Number of lines with "Policlínica" in the data: give that figure by itself.

==============================

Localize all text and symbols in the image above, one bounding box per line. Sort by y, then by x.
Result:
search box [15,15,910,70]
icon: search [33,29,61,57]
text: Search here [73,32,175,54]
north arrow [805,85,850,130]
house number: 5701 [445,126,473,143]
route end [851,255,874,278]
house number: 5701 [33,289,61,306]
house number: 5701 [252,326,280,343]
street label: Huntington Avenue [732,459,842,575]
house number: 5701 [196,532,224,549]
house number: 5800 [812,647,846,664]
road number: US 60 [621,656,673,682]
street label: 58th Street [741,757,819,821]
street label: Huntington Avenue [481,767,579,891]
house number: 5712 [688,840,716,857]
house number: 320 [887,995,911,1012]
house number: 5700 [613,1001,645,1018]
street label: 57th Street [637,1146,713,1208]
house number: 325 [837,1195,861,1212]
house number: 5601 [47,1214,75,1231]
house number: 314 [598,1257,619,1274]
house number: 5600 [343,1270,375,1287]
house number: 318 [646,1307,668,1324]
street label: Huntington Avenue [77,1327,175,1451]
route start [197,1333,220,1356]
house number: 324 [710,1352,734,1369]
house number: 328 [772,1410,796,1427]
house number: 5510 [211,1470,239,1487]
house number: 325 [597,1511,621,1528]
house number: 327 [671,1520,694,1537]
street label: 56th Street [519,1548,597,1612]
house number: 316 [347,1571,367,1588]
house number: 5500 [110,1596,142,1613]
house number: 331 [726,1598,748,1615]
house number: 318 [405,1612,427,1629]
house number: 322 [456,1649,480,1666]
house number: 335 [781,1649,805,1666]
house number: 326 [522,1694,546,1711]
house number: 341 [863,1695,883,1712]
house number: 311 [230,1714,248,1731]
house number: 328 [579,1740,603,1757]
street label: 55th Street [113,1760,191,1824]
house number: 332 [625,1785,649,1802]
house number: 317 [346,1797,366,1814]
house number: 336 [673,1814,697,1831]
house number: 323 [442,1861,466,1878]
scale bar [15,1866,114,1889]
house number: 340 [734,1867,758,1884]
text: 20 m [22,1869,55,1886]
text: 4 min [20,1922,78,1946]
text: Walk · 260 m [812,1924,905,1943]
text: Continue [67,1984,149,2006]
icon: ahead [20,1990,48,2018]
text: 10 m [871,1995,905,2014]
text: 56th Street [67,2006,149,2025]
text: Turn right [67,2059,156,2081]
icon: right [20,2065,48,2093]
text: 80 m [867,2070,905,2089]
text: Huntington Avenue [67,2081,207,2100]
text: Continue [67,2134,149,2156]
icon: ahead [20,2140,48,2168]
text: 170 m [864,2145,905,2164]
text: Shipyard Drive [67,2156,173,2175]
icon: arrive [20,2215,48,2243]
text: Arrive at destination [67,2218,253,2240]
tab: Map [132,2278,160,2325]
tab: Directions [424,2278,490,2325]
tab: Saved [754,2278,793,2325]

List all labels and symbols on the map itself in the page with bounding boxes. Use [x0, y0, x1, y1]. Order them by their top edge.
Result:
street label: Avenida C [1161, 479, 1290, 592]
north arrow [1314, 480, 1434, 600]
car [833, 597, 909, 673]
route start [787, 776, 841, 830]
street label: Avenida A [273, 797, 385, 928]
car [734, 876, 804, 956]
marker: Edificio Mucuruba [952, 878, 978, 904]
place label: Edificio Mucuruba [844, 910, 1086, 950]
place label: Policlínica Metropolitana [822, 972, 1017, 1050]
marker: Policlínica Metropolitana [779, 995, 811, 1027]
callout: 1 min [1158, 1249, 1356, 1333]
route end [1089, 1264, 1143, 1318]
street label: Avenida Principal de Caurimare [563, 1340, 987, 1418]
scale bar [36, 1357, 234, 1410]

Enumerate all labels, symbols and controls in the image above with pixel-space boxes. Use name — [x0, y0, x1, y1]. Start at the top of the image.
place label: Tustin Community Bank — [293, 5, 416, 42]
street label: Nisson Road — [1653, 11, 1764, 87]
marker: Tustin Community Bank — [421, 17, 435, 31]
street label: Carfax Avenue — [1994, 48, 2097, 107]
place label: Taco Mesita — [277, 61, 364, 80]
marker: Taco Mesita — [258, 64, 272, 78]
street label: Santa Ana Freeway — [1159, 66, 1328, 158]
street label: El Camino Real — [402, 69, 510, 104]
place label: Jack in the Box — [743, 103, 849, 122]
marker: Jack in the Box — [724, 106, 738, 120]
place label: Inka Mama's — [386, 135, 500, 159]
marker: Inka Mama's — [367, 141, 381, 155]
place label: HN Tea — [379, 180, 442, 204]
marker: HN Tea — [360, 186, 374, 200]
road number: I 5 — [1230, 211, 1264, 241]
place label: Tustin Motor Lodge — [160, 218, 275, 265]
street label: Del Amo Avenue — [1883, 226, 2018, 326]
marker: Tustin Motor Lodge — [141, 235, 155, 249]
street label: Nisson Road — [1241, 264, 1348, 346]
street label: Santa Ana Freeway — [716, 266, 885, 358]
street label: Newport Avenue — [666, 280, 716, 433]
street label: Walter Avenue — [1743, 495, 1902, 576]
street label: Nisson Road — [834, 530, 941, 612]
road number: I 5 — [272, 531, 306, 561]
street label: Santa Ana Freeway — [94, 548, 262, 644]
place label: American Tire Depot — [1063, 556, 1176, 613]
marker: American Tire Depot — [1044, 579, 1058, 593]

==============================

## Expected answer
2